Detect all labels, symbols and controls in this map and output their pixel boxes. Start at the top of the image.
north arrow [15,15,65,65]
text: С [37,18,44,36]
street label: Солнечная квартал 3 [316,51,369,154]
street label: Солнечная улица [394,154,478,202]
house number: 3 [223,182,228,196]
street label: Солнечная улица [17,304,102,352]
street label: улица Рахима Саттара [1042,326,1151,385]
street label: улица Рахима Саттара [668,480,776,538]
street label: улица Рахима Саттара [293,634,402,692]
+++
None of the records may be omitted or altered when they are given again.

Detect all labels, symbols and controls in this map and output their pixel boxes. Start at the top of the image.
north arrow [15,15,65,65]
text: С [37,18,44,36]
street label: Солнечная квартал 3 [316,51,369,154]
street label: Солнечная улица [394,154,478,202]
house number: 3 [223,182,228,196]
street label: Солнечная улица [17,304,102,352]
street label: улица Рахима Саттара [1042,326,1151,385]
street label: улица Рахима Саттара [668,480,776,538]
street label: улица Рахима Саттара [293,634,402,692]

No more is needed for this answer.